• Exercise details
Look below and pull out each line with the word "Ngân".

Top of Data for processing

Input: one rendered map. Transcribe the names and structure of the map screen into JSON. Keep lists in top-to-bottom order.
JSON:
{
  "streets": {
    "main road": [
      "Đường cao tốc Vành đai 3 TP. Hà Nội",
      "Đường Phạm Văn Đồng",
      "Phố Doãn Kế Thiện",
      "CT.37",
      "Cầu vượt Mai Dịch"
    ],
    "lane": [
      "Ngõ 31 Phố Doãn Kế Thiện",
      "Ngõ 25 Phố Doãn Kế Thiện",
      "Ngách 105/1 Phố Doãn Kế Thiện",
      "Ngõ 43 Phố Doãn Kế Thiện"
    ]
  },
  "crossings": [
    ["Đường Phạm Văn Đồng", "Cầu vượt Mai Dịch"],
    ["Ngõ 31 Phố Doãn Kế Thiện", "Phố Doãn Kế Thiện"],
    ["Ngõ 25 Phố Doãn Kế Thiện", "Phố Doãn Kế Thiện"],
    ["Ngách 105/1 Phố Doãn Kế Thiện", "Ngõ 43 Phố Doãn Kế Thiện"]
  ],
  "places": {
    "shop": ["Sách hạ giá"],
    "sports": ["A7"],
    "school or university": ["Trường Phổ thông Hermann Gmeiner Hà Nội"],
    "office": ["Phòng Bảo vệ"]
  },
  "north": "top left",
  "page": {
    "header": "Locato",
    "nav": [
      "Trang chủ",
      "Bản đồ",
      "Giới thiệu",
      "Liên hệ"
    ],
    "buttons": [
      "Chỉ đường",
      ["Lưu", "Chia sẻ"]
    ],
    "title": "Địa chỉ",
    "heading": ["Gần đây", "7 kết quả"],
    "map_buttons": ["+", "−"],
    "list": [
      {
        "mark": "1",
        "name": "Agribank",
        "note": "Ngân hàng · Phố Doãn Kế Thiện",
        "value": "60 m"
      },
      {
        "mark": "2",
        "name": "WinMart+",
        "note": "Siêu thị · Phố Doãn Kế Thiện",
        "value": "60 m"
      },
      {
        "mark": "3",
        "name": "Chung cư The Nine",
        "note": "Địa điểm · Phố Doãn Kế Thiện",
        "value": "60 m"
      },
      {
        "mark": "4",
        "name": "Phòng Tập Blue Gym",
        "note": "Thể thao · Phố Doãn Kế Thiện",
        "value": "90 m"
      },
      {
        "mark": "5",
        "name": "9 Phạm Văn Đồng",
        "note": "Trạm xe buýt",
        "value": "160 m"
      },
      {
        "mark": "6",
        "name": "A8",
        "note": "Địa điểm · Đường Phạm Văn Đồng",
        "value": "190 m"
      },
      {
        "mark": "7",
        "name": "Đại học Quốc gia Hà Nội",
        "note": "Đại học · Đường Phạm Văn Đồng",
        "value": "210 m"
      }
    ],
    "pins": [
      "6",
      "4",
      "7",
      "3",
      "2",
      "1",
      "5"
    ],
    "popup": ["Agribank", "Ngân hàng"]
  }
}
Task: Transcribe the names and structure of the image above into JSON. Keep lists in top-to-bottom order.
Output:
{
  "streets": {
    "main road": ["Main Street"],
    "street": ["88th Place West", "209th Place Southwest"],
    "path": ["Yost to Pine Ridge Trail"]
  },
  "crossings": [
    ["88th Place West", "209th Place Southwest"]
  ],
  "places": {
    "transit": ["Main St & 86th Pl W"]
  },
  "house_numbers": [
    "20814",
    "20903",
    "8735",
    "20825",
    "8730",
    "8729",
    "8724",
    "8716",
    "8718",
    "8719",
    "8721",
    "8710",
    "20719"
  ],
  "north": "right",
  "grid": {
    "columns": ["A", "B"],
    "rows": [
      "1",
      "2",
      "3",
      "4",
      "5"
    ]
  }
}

Bottom of Data for processing

• Exercise response
        "note": "Ngân hàng · Phố Doãn Kế Thiện",
    "popup": ["Agribank", "Ngân hàng"]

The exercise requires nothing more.